Correct Answer: 2 µF

Explanation:


Introduction / Context:
Capacitors in series behave differently from resistors: the total capacitance decreases and is always less than the smallest individual capacitor. Knowing this qualitative rule helps catch design and exam errors quickly, even before calculating exact values.


Given Data / Assumptions:

  • Three capacitors: 2 µF, 4 µF, and 10 µF connected in series.
  • Ideal capacitors; no leakage or parasitics considered.


Concept / Approach:
The series capacitance relation is 1/C_total = 1/C1 + 1/C2 + 1/C3. Since each term is positive, 1/C_total > 1/C_smallest, which implies C_total < C_smallest.

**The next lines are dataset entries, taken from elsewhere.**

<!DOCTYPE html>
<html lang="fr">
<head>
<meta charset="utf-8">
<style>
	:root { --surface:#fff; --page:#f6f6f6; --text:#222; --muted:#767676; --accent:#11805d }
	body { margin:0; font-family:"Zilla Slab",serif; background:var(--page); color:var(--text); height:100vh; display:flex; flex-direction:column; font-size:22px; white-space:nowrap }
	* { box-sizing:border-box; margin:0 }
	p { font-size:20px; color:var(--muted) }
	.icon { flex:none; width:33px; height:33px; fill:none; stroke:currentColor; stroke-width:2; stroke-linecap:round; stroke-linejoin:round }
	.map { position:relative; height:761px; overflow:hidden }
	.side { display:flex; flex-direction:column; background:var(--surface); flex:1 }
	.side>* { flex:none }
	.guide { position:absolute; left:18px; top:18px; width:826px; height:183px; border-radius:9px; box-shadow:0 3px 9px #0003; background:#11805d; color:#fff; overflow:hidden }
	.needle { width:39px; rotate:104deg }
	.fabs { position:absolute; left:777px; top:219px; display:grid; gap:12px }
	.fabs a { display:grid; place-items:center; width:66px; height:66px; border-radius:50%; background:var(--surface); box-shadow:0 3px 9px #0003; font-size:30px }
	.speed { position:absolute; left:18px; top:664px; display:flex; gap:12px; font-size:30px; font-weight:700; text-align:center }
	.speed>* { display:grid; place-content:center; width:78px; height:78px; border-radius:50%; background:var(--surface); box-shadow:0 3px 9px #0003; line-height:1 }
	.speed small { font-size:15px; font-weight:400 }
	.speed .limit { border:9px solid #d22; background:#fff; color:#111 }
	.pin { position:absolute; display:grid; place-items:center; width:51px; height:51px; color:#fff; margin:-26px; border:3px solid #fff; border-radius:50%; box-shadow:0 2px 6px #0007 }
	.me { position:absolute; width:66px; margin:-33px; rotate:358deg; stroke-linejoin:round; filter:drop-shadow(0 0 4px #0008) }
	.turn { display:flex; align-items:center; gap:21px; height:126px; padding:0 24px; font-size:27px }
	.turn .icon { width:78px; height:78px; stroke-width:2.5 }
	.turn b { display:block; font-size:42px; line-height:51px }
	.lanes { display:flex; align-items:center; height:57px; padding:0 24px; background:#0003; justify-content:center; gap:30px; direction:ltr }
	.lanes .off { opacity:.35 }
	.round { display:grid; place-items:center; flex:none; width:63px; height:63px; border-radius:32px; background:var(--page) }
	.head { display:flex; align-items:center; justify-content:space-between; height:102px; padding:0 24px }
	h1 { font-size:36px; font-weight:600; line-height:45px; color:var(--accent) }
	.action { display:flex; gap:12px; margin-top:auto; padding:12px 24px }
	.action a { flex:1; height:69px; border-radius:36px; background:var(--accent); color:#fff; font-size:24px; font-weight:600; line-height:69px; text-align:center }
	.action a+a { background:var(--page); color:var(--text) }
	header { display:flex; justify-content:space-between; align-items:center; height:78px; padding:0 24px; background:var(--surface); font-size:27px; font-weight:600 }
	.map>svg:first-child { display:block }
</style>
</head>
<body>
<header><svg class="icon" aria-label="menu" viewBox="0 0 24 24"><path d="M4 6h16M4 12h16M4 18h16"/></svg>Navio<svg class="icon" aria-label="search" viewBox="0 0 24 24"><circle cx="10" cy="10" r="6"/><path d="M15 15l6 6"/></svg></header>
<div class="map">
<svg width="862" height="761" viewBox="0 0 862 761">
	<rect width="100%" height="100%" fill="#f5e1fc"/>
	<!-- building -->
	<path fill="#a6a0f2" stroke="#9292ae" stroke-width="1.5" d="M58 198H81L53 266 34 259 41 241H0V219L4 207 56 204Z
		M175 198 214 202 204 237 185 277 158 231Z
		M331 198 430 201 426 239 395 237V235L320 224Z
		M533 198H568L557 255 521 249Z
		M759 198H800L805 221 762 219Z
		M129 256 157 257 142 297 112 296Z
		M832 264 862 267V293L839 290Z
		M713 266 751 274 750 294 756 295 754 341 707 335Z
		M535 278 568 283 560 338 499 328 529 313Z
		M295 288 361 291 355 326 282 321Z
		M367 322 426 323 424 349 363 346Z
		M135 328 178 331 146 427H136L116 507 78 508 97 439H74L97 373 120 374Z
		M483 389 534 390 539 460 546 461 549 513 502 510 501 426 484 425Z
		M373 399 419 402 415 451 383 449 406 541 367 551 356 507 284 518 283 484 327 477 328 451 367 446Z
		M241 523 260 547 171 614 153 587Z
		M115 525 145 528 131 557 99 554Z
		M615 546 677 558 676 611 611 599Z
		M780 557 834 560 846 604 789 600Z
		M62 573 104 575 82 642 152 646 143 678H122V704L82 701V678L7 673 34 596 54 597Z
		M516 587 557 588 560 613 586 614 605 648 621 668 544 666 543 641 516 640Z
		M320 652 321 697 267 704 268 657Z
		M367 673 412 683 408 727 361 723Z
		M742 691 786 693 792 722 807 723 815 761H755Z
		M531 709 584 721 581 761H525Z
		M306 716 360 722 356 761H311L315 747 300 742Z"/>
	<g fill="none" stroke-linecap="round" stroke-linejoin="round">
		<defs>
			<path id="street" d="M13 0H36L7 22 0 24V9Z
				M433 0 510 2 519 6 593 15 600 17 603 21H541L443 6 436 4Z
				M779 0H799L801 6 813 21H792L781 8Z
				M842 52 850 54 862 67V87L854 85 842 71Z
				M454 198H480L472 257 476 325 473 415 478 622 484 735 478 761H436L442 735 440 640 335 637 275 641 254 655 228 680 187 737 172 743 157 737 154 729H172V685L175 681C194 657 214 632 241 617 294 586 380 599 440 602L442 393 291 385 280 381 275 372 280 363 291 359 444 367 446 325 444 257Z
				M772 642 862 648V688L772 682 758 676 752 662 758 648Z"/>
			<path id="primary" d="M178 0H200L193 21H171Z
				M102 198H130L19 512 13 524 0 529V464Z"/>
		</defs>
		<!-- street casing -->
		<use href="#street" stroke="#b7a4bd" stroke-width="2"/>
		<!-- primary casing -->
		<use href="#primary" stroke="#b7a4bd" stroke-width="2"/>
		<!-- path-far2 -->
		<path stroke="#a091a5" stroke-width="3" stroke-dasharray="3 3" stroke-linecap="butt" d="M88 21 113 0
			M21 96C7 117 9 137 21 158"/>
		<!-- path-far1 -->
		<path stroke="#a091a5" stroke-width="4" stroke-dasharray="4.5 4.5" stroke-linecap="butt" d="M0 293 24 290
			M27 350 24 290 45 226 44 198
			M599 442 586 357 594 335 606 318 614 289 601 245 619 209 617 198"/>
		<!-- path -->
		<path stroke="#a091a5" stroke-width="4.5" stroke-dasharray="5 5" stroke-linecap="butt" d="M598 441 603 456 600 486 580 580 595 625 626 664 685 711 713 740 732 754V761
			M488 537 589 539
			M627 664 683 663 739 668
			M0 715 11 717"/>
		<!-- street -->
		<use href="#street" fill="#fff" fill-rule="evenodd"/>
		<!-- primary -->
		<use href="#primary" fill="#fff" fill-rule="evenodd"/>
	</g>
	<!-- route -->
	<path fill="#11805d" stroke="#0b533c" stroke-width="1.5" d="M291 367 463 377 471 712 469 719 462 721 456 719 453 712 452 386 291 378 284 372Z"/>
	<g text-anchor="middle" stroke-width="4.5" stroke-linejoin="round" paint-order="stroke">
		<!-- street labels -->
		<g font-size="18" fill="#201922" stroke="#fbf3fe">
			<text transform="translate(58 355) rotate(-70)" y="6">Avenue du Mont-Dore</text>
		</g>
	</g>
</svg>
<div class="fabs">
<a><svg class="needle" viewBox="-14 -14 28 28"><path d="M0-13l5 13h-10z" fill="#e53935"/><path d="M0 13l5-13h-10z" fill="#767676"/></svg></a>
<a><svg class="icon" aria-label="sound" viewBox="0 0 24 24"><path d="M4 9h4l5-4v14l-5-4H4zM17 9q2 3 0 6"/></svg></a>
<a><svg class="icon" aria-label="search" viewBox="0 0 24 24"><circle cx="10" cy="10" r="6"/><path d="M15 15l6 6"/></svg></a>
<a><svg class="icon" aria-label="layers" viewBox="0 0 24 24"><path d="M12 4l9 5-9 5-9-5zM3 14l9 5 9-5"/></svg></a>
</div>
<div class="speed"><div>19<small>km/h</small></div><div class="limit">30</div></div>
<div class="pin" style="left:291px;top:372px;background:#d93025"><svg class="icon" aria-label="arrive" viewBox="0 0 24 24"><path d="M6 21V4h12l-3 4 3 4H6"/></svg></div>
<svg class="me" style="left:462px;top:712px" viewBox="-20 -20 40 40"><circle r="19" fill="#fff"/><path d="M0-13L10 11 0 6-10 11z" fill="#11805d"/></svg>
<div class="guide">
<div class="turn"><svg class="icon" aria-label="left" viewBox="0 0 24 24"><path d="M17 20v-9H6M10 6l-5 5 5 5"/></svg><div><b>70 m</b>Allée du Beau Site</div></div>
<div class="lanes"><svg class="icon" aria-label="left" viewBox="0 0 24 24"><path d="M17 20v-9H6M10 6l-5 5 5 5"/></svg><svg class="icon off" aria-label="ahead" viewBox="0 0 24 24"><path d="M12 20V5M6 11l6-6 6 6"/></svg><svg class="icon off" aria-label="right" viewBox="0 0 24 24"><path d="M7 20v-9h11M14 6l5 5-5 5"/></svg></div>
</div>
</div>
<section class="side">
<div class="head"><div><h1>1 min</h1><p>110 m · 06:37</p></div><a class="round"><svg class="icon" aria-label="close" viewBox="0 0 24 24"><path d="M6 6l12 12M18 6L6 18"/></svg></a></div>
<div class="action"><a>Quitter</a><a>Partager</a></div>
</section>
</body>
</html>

Thus the total must be less than 2 µF, the smallest of the three.


Step-by-Step Solution:

Identify smallest capacitor: 2 µF.Use inequality insight: series combination is less than the smallest.Therefore, C_total < 2 µF.


Verification / Alternative check:
If desired, compute: 1/C_total = 1/2 + 1/4 + 1/10 = 0.5 + 0.25 + 0.1 = 0.85 µF^-1, so C_total ≈ 1 / 0.85 ≈ 1.176 µF, which is indeed less than 2 µF.


Why Other Options Are Wrong:

  • 4 µF, 10 µF: These are larger than the smallest value; the total cannot exceed the smallest in a series network.
  • 1.5 µF: This is a candidate numeric value but the prompt asks “less than which value?” The correct qualitative bound is the smallest capacitor, 2 µF.


Common Pitfalls:

  • Applying resistor intuition (adding values in series) to capacitors; capacitors in series do the opposite.
  • Arithmetic mistakes with reciprocals; the inequality method is a fast sanity check.